Making History While Recording History

May 29, 2018

High-schoolers’ oral history project revisits Vietnam through the stories and memories of its veterans

Bay Weekly, May 25, 2018

by Bill Sells
*****

No event in American history is more misunderstood than the Vietnam War. It was misreported then, and it is misremembered now.

–Richard Nixon
 
      It is a bit unsettling to read this polarizing quote from, of all people, Richard Nixon. But the truth of the statement and of the war itself is an unsettling and polarizing historical record. 

For the students at Anne Arundel County’s Southern High School, finding out the truth of the Vietnam War straight from the lips of the veterans who were there is nothing less than a unifying historical event.

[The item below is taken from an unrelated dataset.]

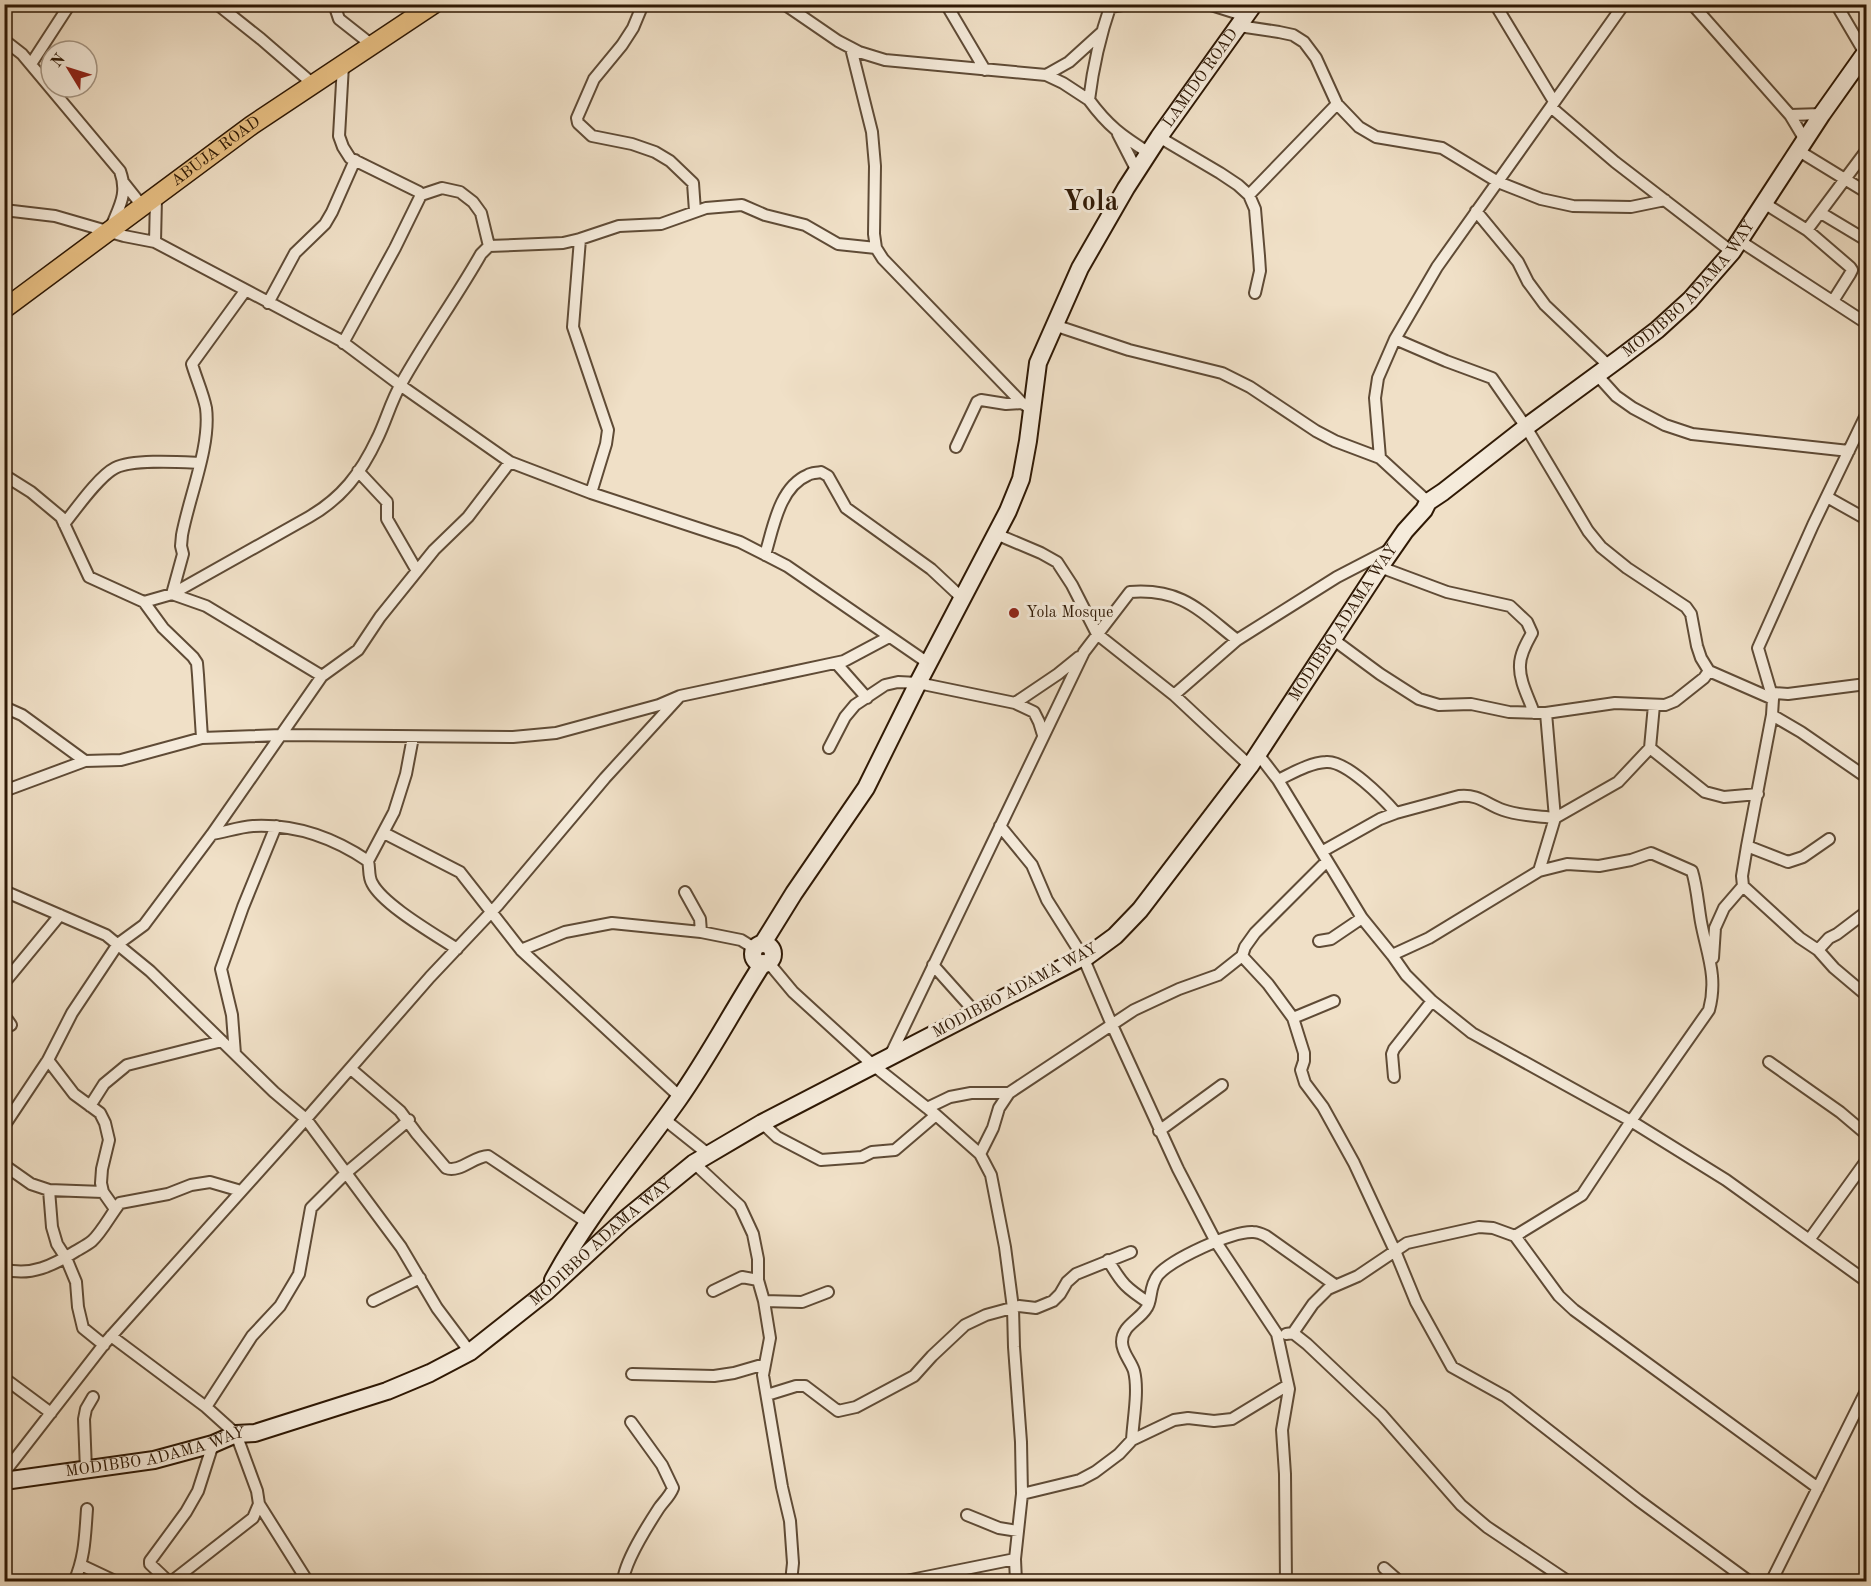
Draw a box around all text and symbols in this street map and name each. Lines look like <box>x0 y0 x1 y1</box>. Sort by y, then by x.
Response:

      “I felt it,” said freshman Andrew Huber, describing how the stories he heard affected him as he interviewed Navy veteran Reginald Mitchell.
      “What he went through during the war hit me like a brick wall,” Huber said. 
      Mitchell, Huber’s uncle, is a man he’s known most of his life.
      “I know him, but I didn’t know about him or that he was even in a war,” Huber says. “It definitely changed the way I look at history and changed the way I see him. He’s an incredible man.” 
      For the third year, students and veterans have joined together for the school’s Signature program’s oral history project, Maryland Veterans: A Journey through Vietnam. It is a project that hits close to home for Southern history teacher Jennifer Davidson. Her grandfather served in Korea and Vietnam, and her father also served during Vietnam.